--- Record extracts ---
=-=-=
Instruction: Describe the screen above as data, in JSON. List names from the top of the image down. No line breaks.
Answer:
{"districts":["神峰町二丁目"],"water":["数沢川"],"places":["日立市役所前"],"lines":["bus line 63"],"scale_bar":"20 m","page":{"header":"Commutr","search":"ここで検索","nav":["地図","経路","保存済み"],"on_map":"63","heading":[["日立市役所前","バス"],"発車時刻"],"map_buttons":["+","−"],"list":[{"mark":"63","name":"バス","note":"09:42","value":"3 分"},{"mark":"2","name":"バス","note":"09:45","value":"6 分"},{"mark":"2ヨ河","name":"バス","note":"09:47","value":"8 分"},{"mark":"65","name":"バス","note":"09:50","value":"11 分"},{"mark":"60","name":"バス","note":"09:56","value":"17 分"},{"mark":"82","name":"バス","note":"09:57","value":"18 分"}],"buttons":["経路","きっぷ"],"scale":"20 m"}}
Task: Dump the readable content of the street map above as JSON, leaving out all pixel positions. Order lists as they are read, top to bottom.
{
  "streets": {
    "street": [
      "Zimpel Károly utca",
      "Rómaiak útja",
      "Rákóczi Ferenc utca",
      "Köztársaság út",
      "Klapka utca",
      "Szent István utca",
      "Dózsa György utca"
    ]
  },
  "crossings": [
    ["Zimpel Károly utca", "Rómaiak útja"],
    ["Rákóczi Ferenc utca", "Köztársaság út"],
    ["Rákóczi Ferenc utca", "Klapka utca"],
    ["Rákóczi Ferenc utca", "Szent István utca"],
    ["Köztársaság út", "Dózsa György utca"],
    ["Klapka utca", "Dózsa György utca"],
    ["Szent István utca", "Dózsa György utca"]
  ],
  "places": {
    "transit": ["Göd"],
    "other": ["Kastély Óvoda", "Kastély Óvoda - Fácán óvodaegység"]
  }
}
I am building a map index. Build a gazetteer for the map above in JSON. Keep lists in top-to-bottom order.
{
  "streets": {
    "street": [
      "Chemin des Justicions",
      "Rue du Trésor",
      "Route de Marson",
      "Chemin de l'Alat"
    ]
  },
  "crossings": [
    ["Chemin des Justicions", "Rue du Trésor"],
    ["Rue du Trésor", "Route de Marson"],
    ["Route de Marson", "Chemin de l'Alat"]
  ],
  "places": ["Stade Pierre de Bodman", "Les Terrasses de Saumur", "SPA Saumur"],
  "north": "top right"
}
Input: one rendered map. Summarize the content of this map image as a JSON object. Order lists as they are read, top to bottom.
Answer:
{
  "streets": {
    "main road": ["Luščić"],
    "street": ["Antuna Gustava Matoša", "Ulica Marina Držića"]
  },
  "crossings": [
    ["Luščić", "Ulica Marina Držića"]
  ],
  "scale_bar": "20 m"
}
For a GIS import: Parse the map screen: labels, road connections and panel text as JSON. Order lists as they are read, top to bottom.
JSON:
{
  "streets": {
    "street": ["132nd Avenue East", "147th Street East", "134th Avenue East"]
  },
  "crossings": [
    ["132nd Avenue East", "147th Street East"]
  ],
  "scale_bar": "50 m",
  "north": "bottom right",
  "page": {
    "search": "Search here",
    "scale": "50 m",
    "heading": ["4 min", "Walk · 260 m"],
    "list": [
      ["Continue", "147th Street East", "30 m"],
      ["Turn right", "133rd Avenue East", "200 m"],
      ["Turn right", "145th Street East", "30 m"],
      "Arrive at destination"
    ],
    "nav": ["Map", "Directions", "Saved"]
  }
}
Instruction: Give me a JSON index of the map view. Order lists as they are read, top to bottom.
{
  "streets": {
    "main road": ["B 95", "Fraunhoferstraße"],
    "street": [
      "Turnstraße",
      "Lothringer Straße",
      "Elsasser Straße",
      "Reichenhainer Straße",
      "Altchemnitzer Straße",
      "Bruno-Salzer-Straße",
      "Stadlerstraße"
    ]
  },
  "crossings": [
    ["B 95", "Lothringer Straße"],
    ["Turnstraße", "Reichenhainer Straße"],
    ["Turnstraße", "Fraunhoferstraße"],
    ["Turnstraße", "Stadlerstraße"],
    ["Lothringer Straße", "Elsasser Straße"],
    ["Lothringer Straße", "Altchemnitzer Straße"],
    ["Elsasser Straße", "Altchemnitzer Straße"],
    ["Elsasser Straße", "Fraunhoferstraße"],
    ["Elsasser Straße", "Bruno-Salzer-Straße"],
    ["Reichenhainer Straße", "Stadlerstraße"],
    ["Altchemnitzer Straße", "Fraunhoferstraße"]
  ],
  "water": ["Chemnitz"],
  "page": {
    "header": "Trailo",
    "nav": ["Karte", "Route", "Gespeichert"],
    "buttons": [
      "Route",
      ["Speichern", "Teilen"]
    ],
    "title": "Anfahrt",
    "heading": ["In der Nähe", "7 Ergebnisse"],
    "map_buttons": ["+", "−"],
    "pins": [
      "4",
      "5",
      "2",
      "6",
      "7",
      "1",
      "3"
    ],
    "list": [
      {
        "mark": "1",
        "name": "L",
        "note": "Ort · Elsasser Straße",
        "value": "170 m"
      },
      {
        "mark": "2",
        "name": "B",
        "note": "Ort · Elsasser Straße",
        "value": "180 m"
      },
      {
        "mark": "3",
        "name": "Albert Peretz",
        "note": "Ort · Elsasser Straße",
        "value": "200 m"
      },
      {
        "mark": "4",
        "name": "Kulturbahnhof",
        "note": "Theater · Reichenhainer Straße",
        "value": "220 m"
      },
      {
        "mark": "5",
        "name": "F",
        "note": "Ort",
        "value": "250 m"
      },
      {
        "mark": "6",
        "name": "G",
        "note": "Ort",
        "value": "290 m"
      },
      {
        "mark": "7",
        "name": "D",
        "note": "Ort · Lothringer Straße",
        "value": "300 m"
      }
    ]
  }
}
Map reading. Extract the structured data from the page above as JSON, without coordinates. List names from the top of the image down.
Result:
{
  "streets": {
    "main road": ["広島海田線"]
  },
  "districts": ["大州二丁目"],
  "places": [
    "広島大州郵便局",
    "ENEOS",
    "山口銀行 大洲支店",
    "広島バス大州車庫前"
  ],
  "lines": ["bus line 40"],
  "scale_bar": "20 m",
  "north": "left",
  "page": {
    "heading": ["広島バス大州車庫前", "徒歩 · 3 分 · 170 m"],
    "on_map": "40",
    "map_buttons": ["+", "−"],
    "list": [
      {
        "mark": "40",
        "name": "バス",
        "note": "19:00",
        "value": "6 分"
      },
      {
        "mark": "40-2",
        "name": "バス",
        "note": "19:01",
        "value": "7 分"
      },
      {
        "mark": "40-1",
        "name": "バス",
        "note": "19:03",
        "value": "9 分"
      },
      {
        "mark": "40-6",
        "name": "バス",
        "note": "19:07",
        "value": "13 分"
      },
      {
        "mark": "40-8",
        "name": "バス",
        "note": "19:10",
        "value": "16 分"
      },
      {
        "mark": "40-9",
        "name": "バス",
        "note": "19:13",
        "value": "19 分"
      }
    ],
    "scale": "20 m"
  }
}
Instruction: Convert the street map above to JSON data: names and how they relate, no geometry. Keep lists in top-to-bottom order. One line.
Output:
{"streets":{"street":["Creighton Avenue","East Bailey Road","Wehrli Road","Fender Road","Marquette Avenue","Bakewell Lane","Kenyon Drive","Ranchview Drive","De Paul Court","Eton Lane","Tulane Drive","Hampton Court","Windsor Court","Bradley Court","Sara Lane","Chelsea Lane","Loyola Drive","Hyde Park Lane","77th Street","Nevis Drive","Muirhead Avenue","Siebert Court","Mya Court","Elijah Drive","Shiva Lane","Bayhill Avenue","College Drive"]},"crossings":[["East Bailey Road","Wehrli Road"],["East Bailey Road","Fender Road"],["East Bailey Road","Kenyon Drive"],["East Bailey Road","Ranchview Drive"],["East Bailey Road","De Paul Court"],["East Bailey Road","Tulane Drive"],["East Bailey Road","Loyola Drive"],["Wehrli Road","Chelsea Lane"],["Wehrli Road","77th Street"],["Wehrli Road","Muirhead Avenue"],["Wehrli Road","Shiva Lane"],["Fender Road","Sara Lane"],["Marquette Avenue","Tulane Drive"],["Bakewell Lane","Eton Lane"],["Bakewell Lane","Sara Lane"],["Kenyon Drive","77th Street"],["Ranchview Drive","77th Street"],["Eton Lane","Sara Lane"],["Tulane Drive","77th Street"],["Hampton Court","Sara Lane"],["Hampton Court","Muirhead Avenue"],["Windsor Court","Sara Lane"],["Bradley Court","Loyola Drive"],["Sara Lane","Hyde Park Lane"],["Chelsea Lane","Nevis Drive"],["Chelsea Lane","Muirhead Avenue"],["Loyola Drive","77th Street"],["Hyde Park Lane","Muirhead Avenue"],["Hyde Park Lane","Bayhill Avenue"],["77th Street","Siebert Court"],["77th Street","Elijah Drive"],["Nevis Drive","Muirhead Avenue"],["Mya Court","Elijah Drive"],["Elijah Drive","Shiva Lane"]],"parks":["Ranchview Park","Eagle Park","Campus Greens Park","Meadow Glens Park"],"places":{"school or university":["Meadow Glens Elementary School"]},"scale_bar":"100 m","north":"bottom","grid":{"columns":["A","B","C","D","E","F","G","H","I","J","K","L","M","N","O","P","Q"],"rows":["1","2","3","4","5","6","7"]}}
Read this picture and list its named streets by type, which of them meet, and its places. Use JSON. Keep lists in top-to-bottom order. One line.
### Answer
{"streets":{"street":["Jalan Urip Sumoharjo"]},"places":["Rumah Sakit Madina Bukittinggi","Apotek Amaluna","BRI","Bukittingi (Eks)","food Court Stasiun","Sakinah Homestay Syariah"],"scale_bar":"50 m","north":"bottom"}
=-=-=
--- Assignment ---
Find the string "Luščić" in the entries above. Copy each line where it occurs.

--- Result of the exercise ---
    "main road": ["Luščić"],
    ["Luščić", "Ulica Marina Držića"]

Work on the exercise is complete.